Es el caso de los niños y de los jóvenes. El encierro prolongado, la falta de espacio, la imposibilidad de interactuar con sus pares y el miedo permanente que los adultos les transmitimos están afectando de manera irreversible su desarrollo emocional. El extendido cierre de las instituciones educativas también les causará retrasos en su desarrollo cognitivo y académico, y entre más dure, menos posibilidades dará de compensarlos.
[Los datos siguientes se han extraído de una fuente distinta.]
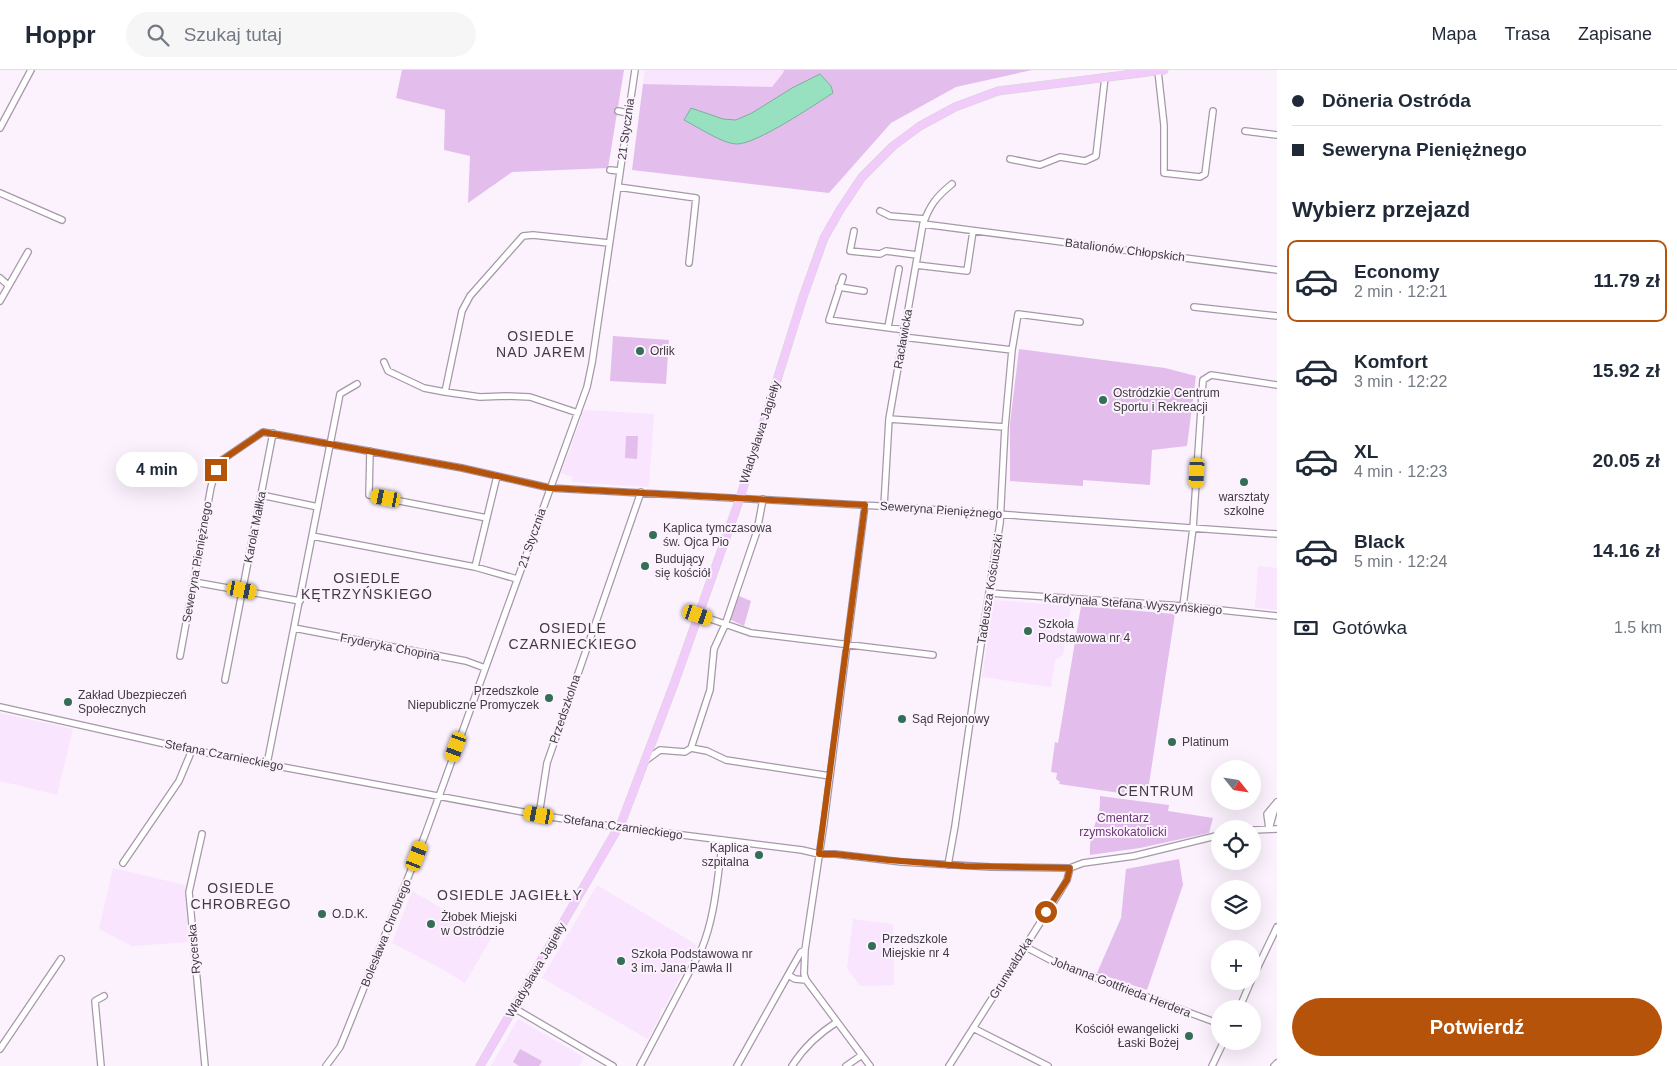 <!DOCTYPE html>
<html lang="pl">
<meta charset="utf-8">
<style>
body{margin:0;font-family:Arial,sans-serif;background:#f6f6f7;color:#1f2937;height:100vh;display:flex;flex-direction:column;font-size:19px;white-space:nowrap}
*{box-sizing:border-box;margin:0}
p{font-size:16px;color:#747a83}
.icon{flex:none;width:28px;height:28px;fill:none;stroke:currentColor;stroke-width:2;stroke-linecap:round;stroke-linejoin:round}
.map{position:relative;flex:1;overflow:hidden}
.sheet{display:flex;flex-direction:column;background:#fff;width:400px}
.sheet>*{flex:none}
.banner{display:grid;align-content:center;height:110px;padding:0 15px;background:#fff}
.needle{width:32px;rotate:120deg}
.buttons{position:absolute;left:1211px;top:690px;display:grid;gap:10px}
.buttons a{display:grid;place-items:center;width:50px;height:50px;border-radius:50%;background:#fff;box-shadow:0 5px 20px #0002;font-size:25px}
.end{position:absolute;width:22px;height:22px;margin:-11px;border:6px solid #b45309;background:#fff;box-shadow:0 0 0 2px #fff}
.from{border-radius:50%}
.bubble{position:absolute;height:35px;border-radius:18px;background:#fff;box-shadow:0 5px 20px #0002;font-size:16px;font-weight:700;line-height:35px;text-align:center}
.car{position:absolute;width:15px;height:30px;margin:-15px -8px;border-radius:6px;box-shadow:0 0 4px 1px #0007;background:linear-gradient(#f5c518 24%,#345 0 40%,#f5c518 0 76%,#345 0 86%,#f5c518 0)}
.banner b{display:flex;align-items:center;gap:18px;height:48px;font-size:19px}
.banner b+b{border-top:1px solid #e0e1e3}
.banner i{width:12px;height:12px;background:#1f2937}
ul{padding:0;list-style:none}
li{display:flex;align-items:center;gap:15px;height:82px;margin:0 10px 8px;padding:0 5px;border:2px solid transparent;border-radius:10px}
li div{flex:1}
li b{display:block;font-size:19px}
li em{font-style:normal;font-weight:700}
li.selected{border-color:#b45309}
li>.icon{width:45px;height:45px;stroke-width:1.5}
h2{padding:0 15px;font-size:22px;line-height:60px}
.pay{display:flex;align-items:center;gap:12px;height:55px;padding:0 15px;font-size:19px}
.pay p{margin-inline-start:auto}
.primary-button{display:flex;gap:10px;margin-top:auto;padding:10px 15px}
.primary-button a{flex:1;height:58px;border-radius:30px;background:#b45309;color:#fff;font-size:20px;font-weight:700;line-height:58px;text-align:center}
header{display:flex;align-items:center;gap:30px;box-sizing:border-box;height:70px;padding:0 25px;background:#fff;border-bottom:1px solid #e0e1e3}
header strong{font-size:24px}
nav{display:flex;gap:28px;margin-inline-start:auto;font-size:18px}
.search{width:350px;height:45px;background:#f6f6f7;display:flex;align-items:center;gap:12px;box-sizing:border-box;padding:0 18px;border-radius:28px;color:#747a83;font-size:19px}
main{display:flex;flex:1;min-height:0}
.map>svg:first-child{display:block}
.built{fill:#f9e5fd}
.green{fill:#e3beec}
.water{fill:#97e1c0;stroke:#7daf9a}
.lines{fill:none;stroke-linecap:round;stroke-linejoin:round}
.minor-casing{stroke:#a698a9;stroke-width:8}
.major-casing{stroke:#d5d4d5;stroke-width:9}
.minor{stroke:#fff;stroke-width:5.5}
.major{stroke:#f1cbfa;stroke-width:8}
.route{stroke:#b45309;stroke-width:6}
.poi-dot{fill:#346e57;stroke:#fbf2fd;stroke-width:2}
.labels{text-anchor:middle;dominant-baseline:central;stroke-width:4;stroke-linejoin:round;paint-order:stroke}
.street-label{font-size:12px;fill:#403a42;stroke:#fbf2fd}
.poi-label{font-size:12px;fill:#403a42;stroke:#fbf2fd;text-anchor:start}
.park-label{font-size:12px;fill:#6b3777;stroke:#fbf2fd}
.neighbourhood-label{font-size:14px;letter-spacing:1px;fill:#403a42;stroke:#fbf2fd}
</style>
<header>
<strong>Hoppr</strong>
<div class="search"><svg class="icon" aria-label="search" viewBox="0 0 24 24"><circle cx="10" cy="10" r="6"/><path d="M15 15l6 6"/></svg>Szukaj tutaj</div>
<nav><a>Mapa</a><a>Trasa</a><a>Zapisane</a></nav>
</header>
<main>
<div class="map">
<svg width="1277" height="996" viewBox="0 0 1277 996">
<rect width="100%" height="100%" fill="#fbf2fd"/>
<path class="built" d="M645 0H784L783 3 773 17 643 14Z
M584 340 654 344 649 417 572 412V407L561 403Z
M1258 496 1277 498V540L1255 538Z
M994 530 1071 536 1063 585 1055 590 1051 617 982 607Z
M0 643 73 659 57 725 0 711Z
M113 798 185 815 188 872 132 876 99 859Z
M597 815 697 875 664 938H662L660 943 661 945 648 969 542 908Z
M412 821 492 867 465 913 442 899 392 873Z
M853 849 893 854 894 915 860 916 847 898Z
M518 949 584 987 579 996H491Z"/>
<path class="green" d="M402 0H624L608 98 512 102 468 133 470 86 444 80 445 40 396 28Z
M784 0H1032L956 17 891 53 829 123 632 100 643 14 772 17 783 3Z
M613 266 669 270 666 314 610 311Z
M1019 279 1165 298 1196 306 1187 376 1152 380 1150 415 1083 410V416L1010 411V353Z
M626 366H638L637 389 625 388Z
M737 525 751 531 744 556 729 549Z
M1081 536 1175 544 1147 727 1059 714 1060 712 1056 709 1057 703 1051 702 1055 672 1058 673Z
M1100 726 1169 735 1168 741 1213 748 1209 763 1140 778 1090 785C1089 771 1093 759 1098 746 1100 740 1100 732 1100 726Z
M1179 789 1183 815 1147 920 1097 903 1121 848 1126 799Z
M520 979 542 991 539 996H519L513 992Z"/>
<path class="water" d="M820 4 831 16 833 23C814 35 757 74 737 74 723 74 698 57 684 50L691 38 723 49 736 50 752 43 792 18Z"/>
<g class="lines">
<defs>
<path id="minor" d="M1158 1 1164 55V103L1200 107 1205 104 1213 41
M618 41 628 43
M0 58 31 0
M1245 61 1277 65
M1010 89 1040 95 1060 87 1085 91 1096 86 1105 7
M610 100 620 101
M618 117 696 128 689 193
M0 123 62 150
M880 141 890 146 925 149
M923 154 1277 200
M854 161 850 181 880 184 886 181 917 185
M916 195 967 201 973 161
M843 207 829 250 905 260
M0 208 8 215
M839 217 864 221
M0 231 28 182
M1194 237 1277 246
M888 257 899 199
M903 267 1012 280
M384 292 388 301 424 318 445 322
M578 343 530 327 506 326 480 327 445 322 462 241 470 226 523 166 533 165 609 173
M889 349 1005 357
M370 381 369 425 487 448
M261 425 318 437
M763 429 757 461 725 555 714 579 710 620 691 678 707 681 726 690 830 706
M865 435 824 753 805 880 804 904 806 910 870 996
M884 436 889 349 923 154C930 135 936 127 952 114
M312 466 475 497 517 509
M475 497 497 406
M194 512 300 531
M989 523 1183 536 1277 546
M1183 536 1193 458 1203 310 1211 305 1277 315
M699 545 751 563 933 585
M294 558 466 591 485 598
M180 586 211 417 216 400 222 390 263 362 462 398 550 418 897 437 1277 464
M225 610 273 363
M0 637 192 680 539 745 595 754 802 780 819 784H835L902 792 991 797 1070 798 1083 793 1134 786 1220 765
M645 691 660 680 685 682 691 678
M267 694 340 324 357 314
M539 745 547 693 641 422
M1269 759 1267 744 1277 732
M1269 759 1276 734
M1252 760 1277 759
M202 764 189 822 205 996
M123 793 179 711 192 680
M948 795 955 756 984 554 1000 453 1005 357 1012 280 1018 244 1080 252
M1024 876 1058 894 1220 954
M805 880 801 882 788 905 795 909 806 910
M1252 909 1277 857
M514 938 613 996
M1239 939 1251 911
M973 958 1048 996
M0 979 61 889
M101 996 95 931 104 926
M326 996 340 977 345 965 425 765 587 317 592 293 635 0
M640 996 702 878C716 843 717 807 723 770
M737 996 788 905
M792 996C804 977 818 964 837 952
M846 996 862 985
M949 996 1061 820 1067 810 1070 798
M1212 996 1224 971
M1274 996 1277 993"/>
<path id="major" d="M480 996 622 751 674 614 740 428 803 227 824 168 840 140 862 107 893 76 920 56 955 37 998 21 1164 0"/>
</defs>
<use href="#minor" class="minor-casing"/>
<use href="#major" class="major-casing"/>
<use href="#minor" class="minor"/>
<use href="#major" class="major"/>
</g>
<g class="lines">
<path class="route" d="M216 400 222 390 263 362 462 398 550 418 865 435 819 784H835L888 790 964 796 1070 798 1067 810 1046 842"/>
</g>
<g class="poi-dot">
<circle cx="640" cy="281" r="5"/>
<circle cx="1103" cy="330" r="5"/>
<circle cx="1244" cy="412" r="5"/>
<circle cx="653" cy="465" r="5"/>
<circle cx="645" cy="496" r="5"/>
<circle cx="1028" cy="561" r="5"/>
<circle cx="549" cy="628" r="5"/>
<circle cx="68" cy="632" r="5"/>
<circle cx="902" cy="649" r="5"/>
<circle cx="1172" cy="672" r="5"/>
<circle cx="759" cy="785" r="5"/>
<circle cx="322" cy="844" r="5"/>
<circle cx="431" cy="854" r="5"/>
<circle cx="872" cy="876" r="5"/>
<circle cx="621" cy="891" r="5"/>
<circle cx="1189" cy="966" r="5"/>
</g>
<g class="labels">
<g class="street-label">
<text transform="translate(626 59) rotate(-82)">21 Stycznia</text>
<text transform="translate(1125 180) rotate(7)">Batalionów Chłopskich</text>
<text transform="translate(903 269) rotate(-80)">Racławicka</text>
<text transform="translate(760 362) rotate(-72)">Władysława Jagiełły</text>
<text transform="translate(941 440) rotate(4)">Seweryna Pieniężnego</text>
<text transform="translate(255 457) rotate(-79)">Karola Małłka</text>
<text transform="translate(532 468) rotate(-71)">21 Stycznia</text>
<text transform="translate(197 492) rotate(-80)">Seweryna Pieniężnego</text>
<text transform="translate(990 519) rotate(-81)">Tadeusza Kościuszki</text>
<text transform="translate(1133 534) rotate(4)">Kardynała Stefana Wyszyńskiego</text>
<text transform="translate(390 577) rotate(11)">Fryderyka Chopina</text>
<text transform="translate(565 639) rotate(-71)">Przedszkolna</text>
<text transform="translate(224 685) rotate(11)">Stefana Czarnieckiego</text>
<text transform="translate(623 757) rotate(8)">Stefana Czarnieckiego</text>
<text transform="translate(386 863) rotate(-68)">Bolesława Chrobrego</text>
<text transform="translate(194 879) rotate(-95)">Rycerska</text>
<text transform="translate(1011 898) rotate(-58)">Grunwaldzka</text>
<text transform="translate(536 900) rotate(-60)">Władysława Jagiełły</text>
<text transform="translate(1121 917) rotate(21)">Johanna Gottfrieda Herdera</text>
</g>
<g class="poi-label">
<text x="650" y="281">Orlik</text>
<text x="1113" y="323">Ostródzkie Centrum<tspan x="1113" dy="14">Sportu i Rekreacji</tspan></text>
<text x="1244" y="427" text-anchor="middle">warsztaty<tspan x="1244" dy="14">szkolne</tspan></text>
<text x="663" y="458">Kaplica tymczasowa<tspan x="663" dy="14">św. Ojca Pio</tspan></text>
<text x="655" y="489">Budujący<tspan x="655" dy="14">się kościół</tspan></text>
<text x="1038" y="554">Szkoła<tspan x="1038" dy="14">Podstawowa nr 4</tspan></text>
<text x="539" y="621" text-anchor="end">Przedszkole<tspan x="539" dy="14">Niepubliczne Promyczek</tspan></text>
<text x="78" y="625">Zakład Ubezpieczeń<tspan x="78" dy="14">Społecznych</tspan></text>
<text x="912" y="649">Sąd Rejonowy</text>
<text x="1182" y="672">Platinum</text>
<text x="749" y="778" text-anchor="end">Kaplica<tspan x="749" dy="14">szpitalna</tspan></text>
<text x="332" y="844">O.D.K.</text>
<text x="441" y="847">Żłobek Miejski<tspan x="441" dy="14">w Ostródzie</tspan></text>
<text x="882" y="869">Przedszkole<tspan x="882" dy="14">Miejskie nr 4</tspan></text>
<text x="631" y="884">Szkoła Podstawowa nr<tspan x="631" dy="14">3 im. Jana Pawła II</tspan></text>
<text x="1179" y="959" text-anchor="end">Kościół ewangelicki<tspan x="1179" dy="14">Łaski Bożej</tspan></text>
</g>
<g class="park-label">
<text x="1123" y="748">Cmentarz<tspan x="1123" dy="14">rzymskokatolicki</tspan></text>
</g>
<g class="neighbourhood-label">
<text x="541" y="266">OSIEDLE<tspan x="541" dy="16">NAD JAREM</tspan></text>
<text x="367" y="508">OSIEDLE<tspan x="367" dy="16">KĘTRZYŃSKIEGO</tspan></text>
<text x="573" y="558">OSIEDLE<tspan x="573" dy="16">CZARNIECKIEGO</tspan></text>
<text x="1156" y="721">CENTRUM</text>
<text x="241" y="818">OSIEDLE<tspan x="241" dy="16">CHROBREGO</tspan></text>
<text x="510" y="825">OSIEDLE JAGIEŁŁY</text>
</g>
</g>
</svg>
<div class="buttons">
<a><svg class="needle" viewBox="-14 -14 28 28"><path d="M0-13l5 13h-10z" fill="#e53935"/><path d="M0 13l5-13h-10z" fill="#747a83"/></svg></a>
<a><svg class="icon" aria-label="locate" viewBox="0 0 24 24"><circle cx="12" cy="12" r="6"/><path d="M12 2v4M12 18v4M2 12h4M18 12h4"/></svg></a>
<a><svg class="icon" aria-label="layers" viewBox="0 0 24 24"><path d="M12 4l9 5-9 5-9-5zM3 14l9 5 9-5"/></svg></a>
<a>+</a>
<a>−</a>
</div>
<i class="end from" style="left:1046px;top:842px"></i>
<i class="end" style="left:216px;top:400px"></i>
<div class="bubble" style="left:116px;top:382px;width:82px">4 min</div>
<i class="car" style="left:1197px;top:403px;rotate:183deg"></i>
<i class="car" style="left:386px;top:428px;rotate:281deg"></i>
<i class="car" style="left:242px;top:520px;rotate:101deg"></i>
<i class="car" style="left:698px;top:545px;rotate:109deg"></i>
<i class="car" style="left:456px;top:677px;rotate:200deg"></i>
<i class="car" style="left:539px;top:745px;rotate:280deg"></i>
<i class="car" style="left:417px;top:786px;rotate:21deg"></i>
</div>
<section class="sheet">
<div class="banner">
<b><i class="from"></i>Döneria Ostróda</b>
<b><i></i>Seweryna Pieniężnego</b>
</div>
<h2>Wybierz przejazd</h2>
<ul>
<li class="selected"><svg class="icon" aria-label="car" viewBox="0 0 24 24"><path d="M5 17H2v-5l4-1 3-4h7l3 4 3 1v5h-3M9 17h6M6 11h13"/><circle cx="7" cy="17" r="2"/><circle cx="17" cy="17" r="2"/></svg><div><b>Economy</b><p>2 min · 12:21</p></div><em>11.79 zł</em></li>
<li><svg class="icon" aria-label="car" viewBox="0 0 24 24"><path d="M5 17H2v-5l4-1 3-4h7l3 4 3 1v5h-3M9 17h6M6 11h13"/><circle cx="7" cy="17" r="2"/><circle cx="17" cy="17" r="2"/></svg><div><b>Komfort</b><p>3 min · 12:22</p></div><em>15.92 zł</em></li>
<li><svg class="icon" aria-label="car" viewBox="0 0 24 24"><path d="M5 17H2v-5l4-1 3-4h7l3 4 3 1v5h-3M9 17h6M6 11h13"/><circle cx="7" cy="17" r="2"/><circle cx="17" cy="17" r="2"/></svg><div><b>XL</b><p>4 min · 12:23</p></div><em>20.05 zł</em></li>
<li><svg class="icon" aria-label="car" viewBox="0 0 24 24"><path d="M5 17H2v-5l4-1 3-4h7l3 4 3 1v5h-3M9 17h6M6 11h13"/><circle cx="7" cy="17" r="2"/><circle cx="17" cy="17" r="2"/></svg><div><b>Black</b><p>5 min · 12:24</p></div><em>14.16 zł</em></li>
</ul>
<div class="pay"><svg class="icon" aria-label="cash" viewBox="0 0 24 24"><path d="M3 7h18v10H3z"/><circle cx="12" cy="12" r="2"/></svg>Gotówka<p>1.5 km</p></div>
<div class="primary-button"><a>Potwierdź</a></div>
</section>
</main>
Por miedo, nos estamos dejando engañar. La educación virtual en este país es una ilusión, es un privilegio de pocos. Basta con hacer unas pocas preguntas a las familias del campo o de los barrios marginados para entender lo que está pasando. Cada día hay más evidencias sobre la poca afectación que tiene el COVID-19 en los niños, pero el Gobierno, en lugar de generar las condiciones para que los niños puedan volver a ser niños, de manera irresponsable decidió que sean los atemorizados padres de familia quienes tomen la decisión de enviar o no a sus hijos al colegio (algo nunca visto).
El otro grupo afectado son las mujeres. En un país machista, son ellas quienes deben asumir el cuidado de sus hijos. Sin colegio, “estudiando” en casa y encerrados, ellas deben renunciar a sus trabajos. Además de las repercusiones económicas y emocionales que tendrá este retroceso, estamos contribuyendo a que las mujeres deban volverse nuevamente dependientes, cultivo perfecto para aumentar el número ya horrible de casos de violencia intrafamiliar (hacia ellas y hacia los niños, “culpables” de la situación).
Y ni hablar de los mayores, las personas con sobrepeso y los ciudadanos con diabetes o hipertensión arterial. El Gobierno cree que estos adultos no tienen sentido común y no se saben cuidar, por eso se deben encerrar, so pena de una multa o de la discriminación que se está generando. ¿Qué opción tendrá una empresa, como muchas a punto de quebrar, con un empleado mayor de 60 o con hipertensión o con sobrepeso, devengando un salario y sin poder desempeñar su trabajo desde casa? Es claro que son más vulnerables a complicaciones si contraen el virus, pero si el Estado verdaderamente los quiere cuidar, debe garantizarles el sostenimiento mientras no puedan trabajar; así podrán retener sus empleos, y de esta forma nos aseguramos de que la cura no sea peor que la enfermedad.
La situación es difícil. Complacer a todo el mundo es imposible, pero no se debe olvidar en ningún momento lo fundamental. El derecho a la libertad, a una vida digna y a educación y salud de calidad no se puede negociar, nunca. En algunos casos con buenas intenciones, y en otros simplemente por ser incapaces de asumir, estamos lesionando aún más a los más vulnerables.